* **Recorded data**
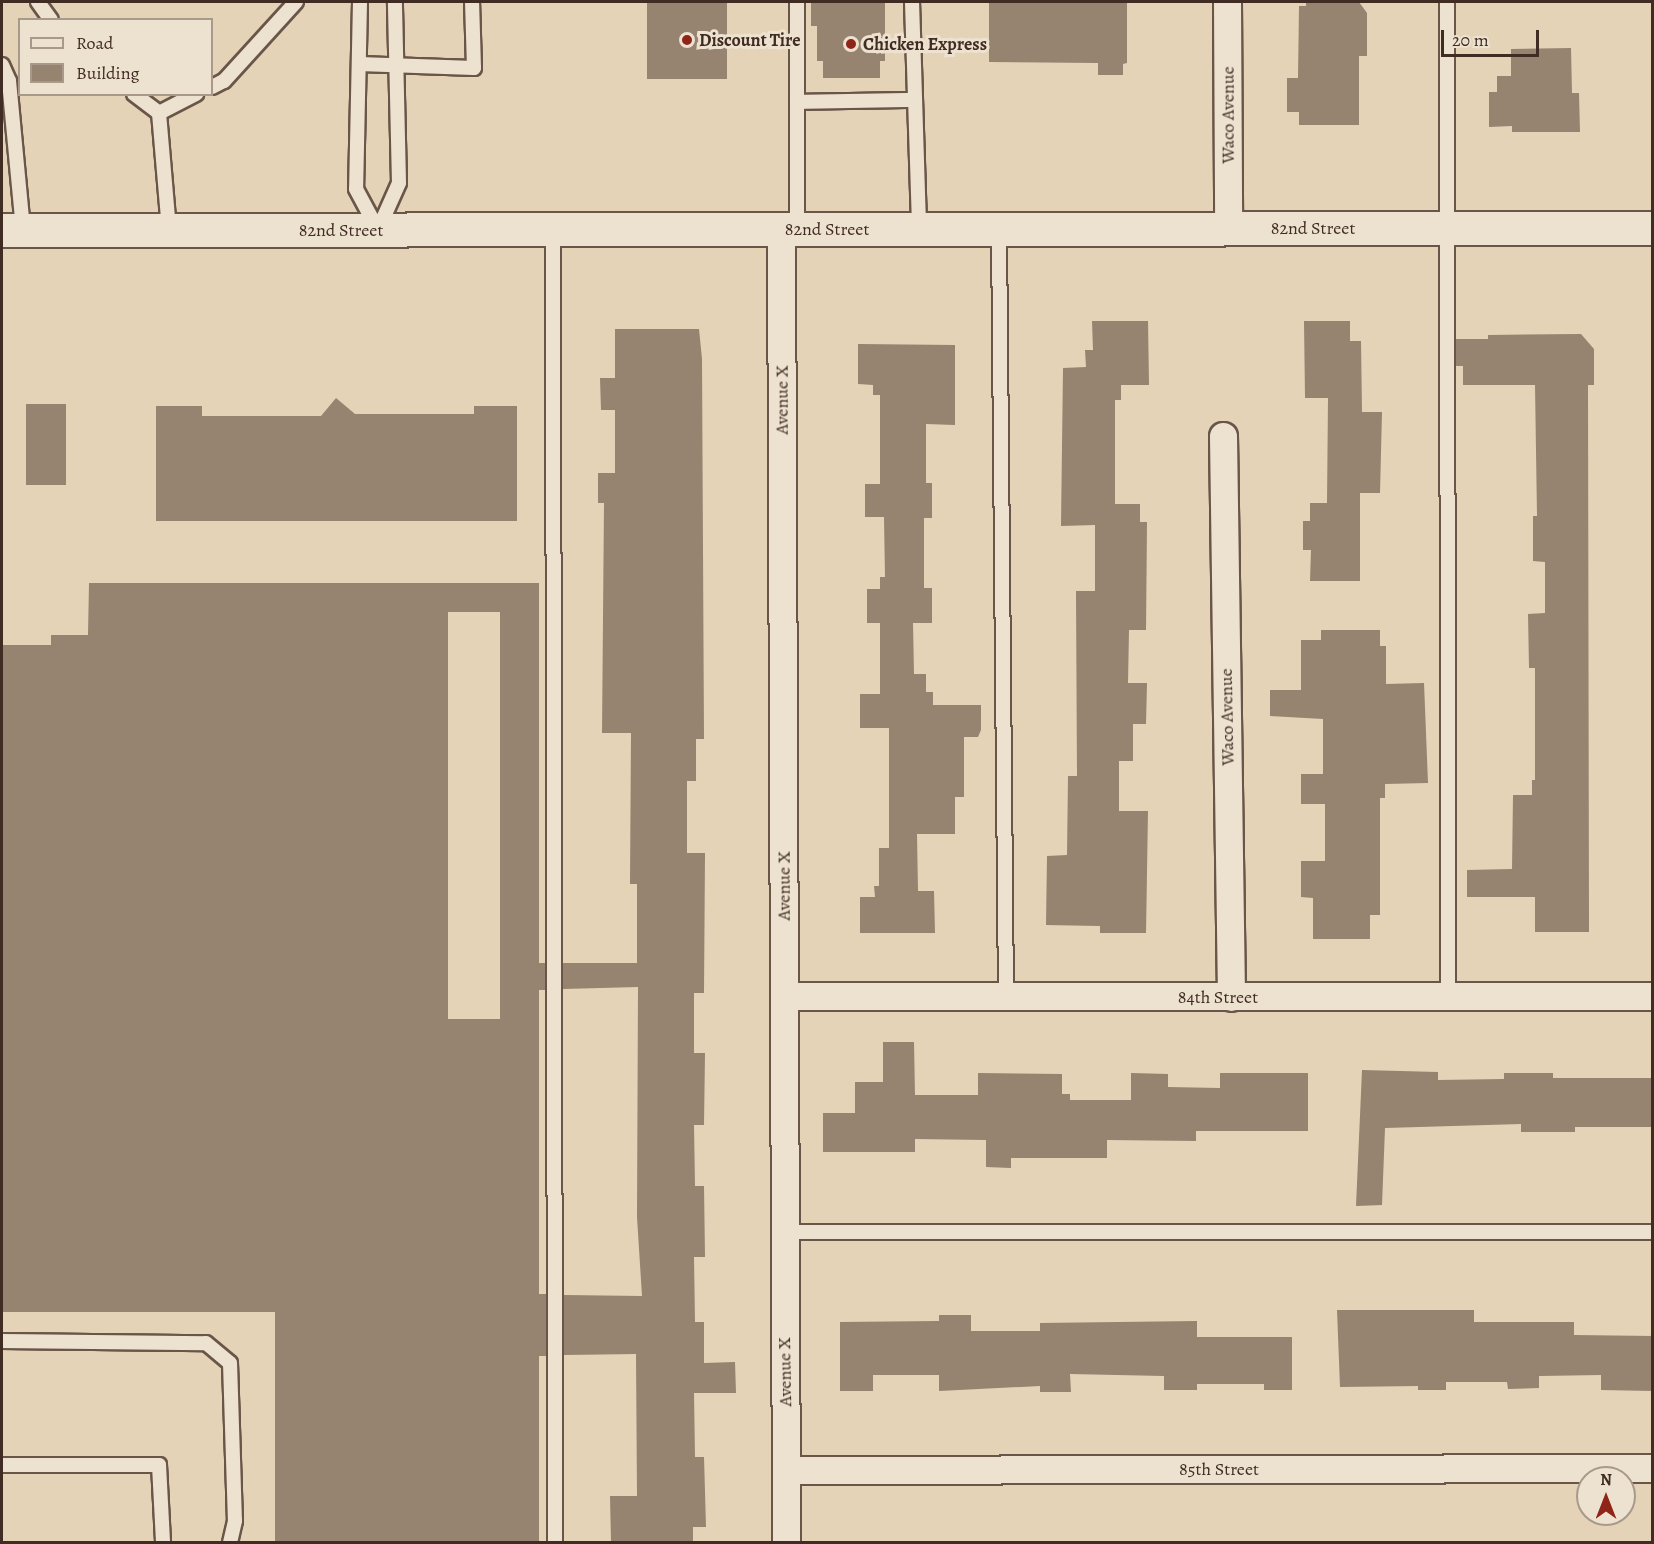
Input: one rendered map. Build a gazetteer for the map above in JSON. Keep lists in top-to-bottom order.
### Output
{
  "streets": {
    "main road": ["82nd Street"],
    "street": [
      "Waco Avenue",
      "Avenue X",
      "84th Street",
      "85th Street"
    ]
  },
  "crossings": [
    ["Waco Avenue", "82nd Street"],
    ["Waco Avenue", "84th Street"],
    ["82nd Street", "Avenue X"],
    ["Avenue X", "84th Street"],
    ["Avenue X", "85th Street"]
  ],
  "places": ["Discount Tire", "Chicken Express"],
  "legend": ["Road", "Building"],
  "scale_bar": "20 m",
  "north": "top"
}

* **Task prompt**
Omit the pictures and copy the records above exactly.

* **Solved exercise**
Input: one rendered map. Build a gazetteer for the map above in JSON. Keep lists in top-to-bottom order.
### Output
{
  "streets": {
    "main road": ["82nd Street"],
    "street": [
      "Waco Avenue",
      "Avenue X",
      "84th Street",
      "85th Street"
    ]
  },
  "crossings": [
    ["Waco Avenue", "82nd Street"],
    ["Waco Avenue", "84th Street"],
    ["82nd Street", "Avenue X"],
    ["Avenue X", "84th Street"],
    ["Avenue X", "85th Street"]
  ],
  "places": ["Discount Tire", "Chicken Express"],
  "legend": ["Road", "Building"],
  "scale_bar": "20 m",
  "north": "top"
}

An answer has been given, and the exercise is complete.